(Collected data)

________

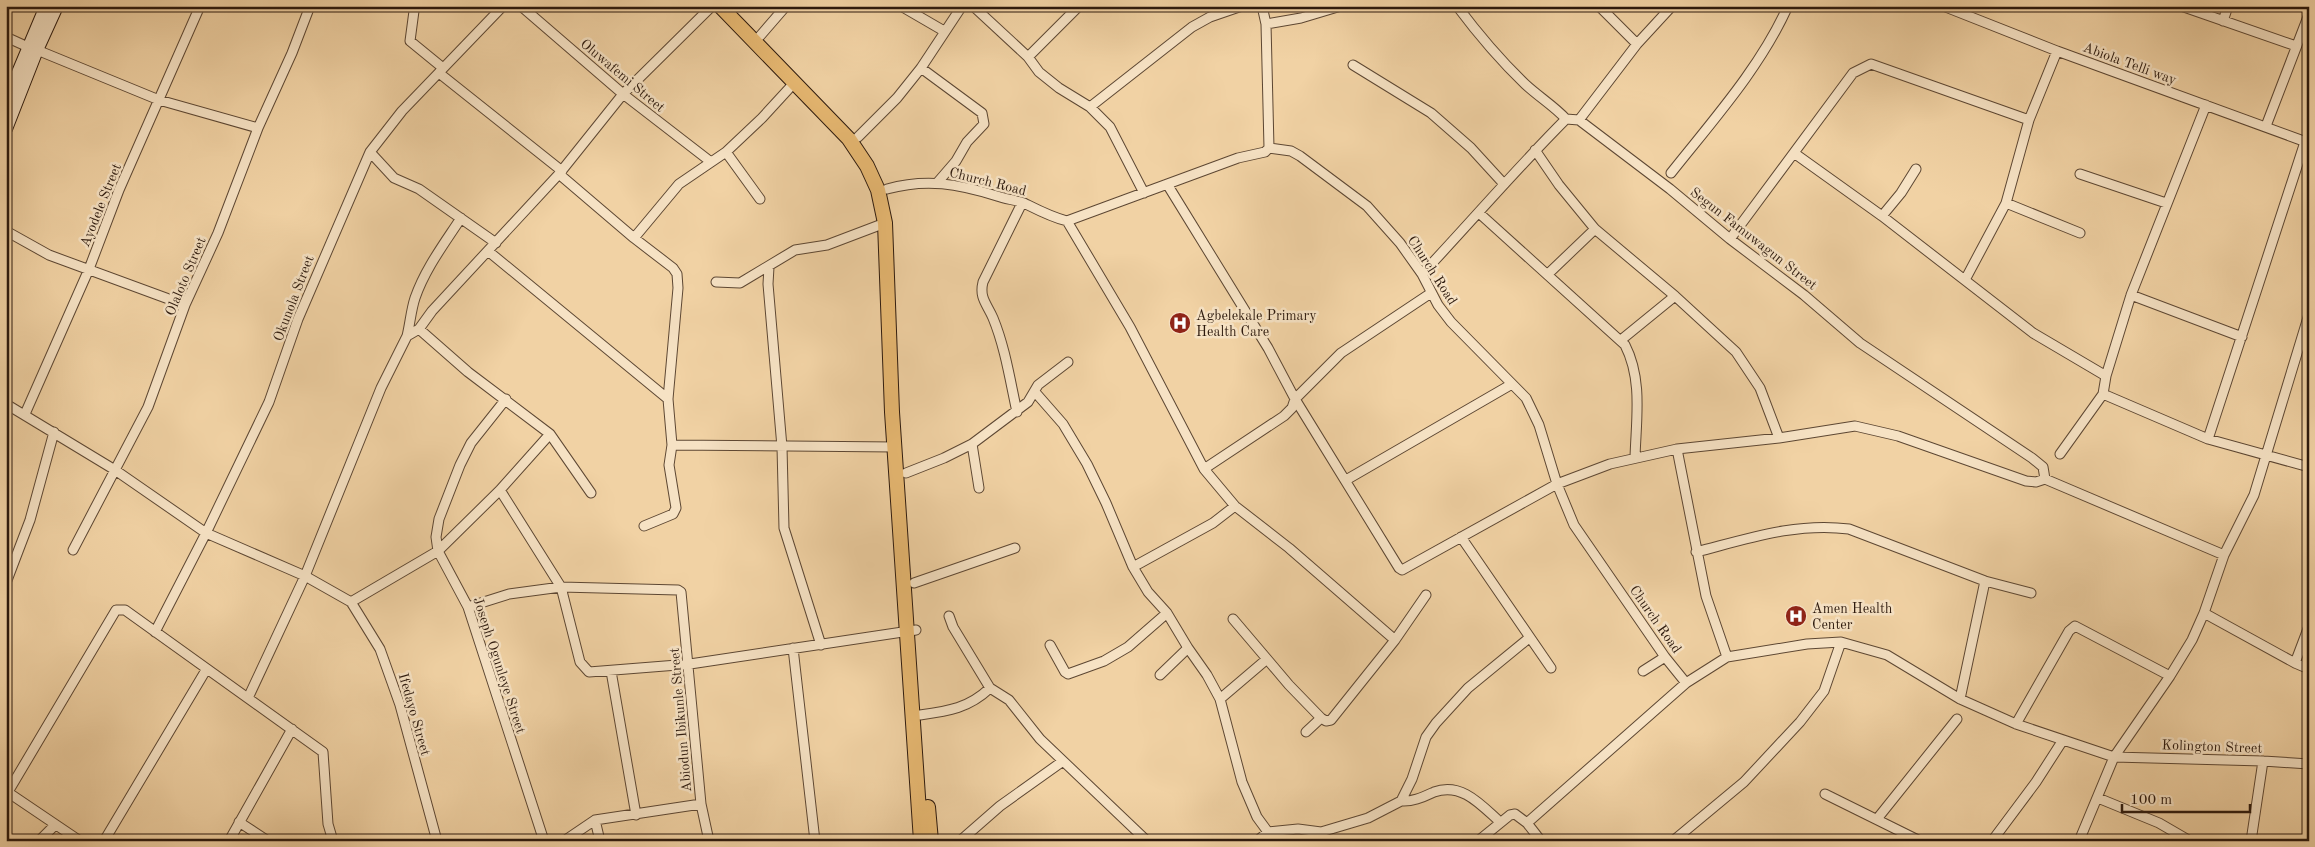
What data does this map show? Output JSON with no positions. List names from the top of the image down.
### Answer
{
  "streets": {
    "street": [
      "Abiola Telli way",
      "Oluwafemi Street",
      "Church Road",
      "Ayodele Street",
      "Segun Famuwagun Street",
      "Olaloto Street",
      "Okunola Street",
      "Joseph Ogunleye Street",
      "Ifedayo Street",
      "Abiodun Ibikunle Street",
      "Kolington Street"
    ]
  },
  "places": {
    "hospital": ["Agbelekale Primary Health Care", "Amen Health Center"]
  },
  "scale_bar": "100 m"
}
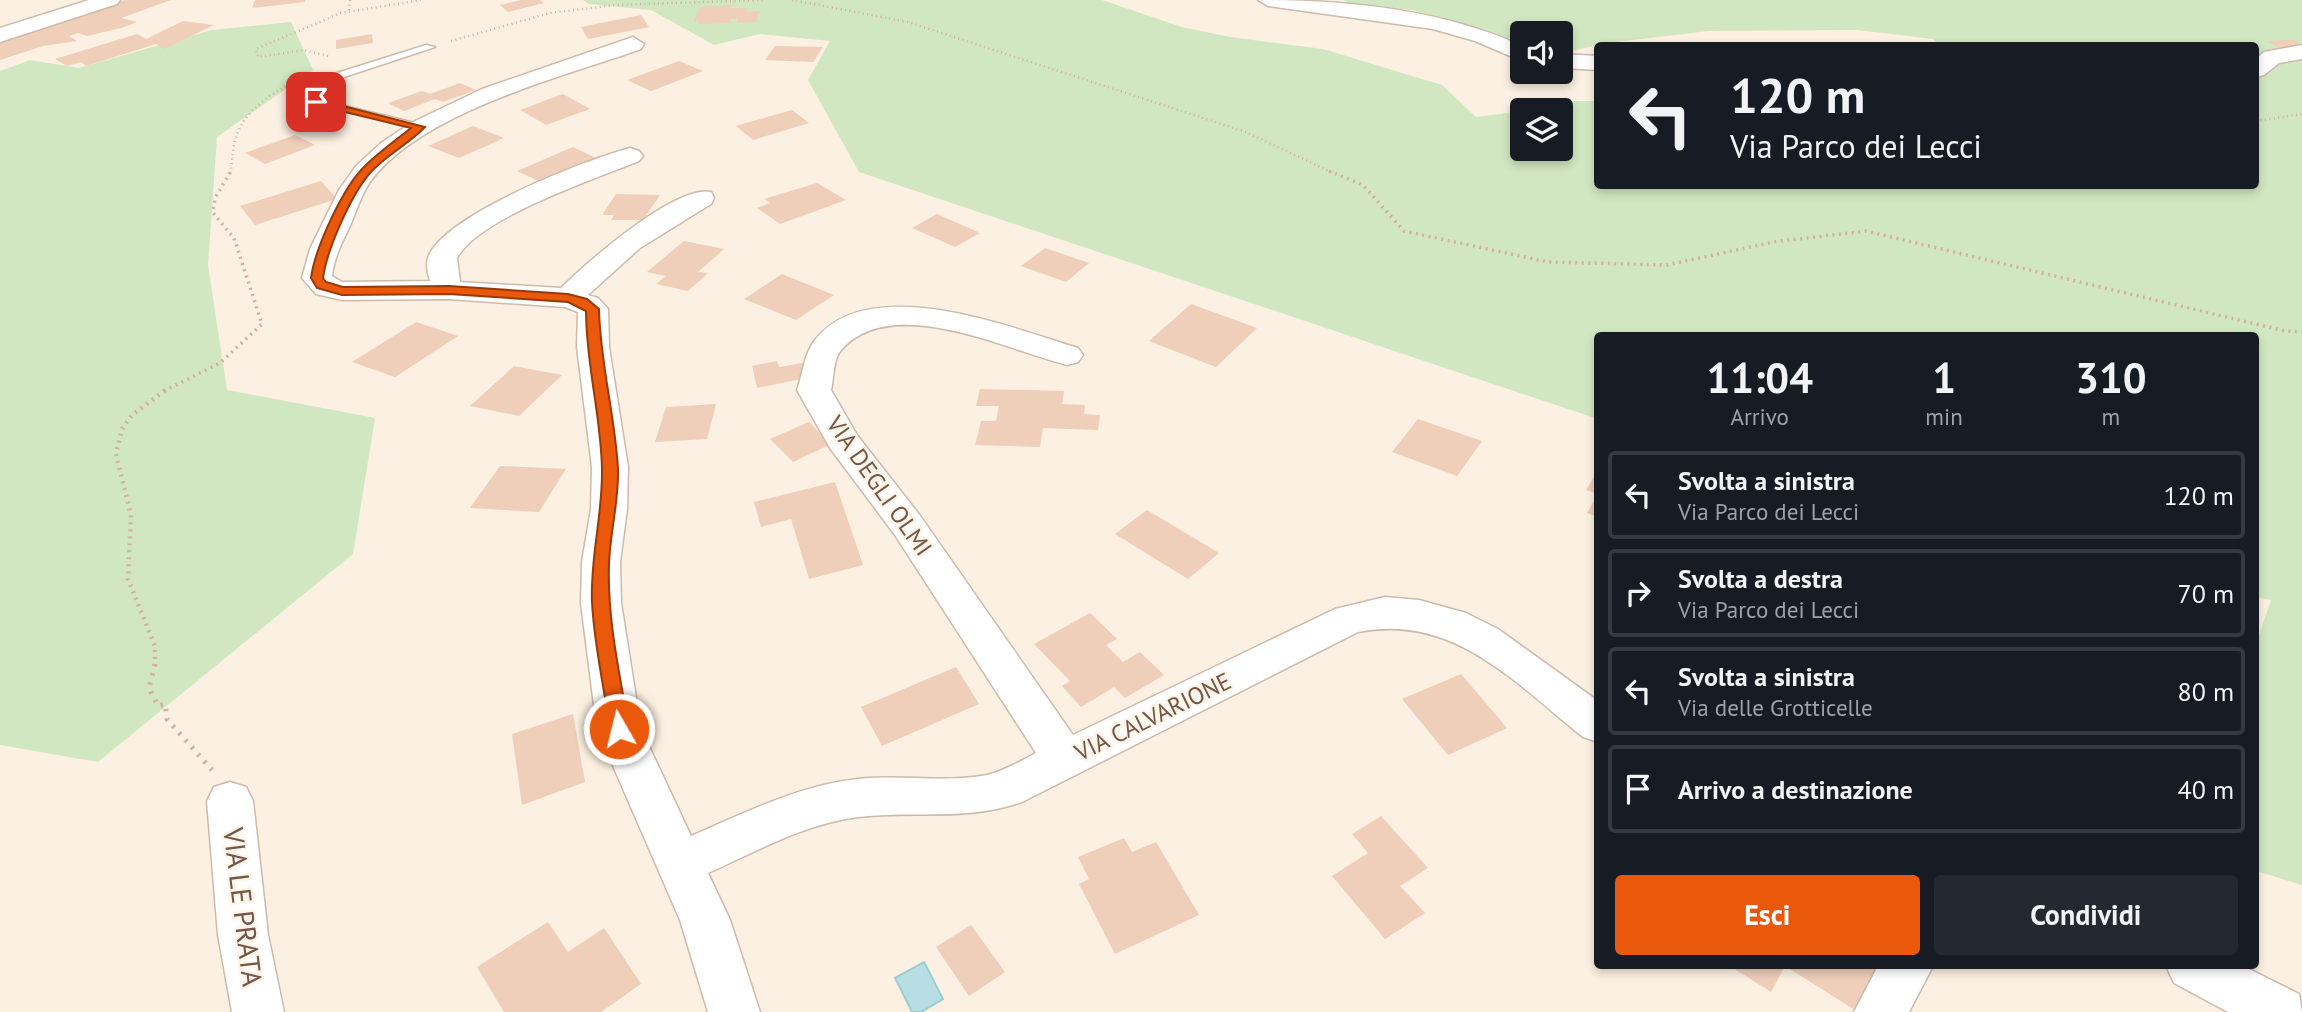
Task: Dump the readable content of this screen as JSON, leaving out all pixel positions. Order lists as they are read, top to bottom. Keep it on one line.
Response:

________

[Exercise goal] What is needed is every record above, restated word for word, with the pictures left out.

[Solution to this exercise]
What data does this map show? Output JSON with no positions. List names from the top of the image down.
### Answer
{
  "streets": {
    "street": [
      "Abiola Telli way",
      "Oluwafemi Street",
      "Church Road",
      "Ayodele Street",
      "Segun Famuwagun Street",
      "Olaloto Street",
      "Okunola Street",
      "Joseph Ogunleye Street",
      "Ifedayo Street",
      "Abiodun Ibikunle Street",
      "Kolington Street"
    ]
  },
  "places": {
    "hospital": ["Agbelekale Primary Health Care", "Amen Health Center"]
  },
  "scale_bar": "100 m"
}
Task: Dump the readable content of this screen as JSON, leaving out all pixel positions. Order lists as they are read, top to bottom. Keep it on one line.
Response:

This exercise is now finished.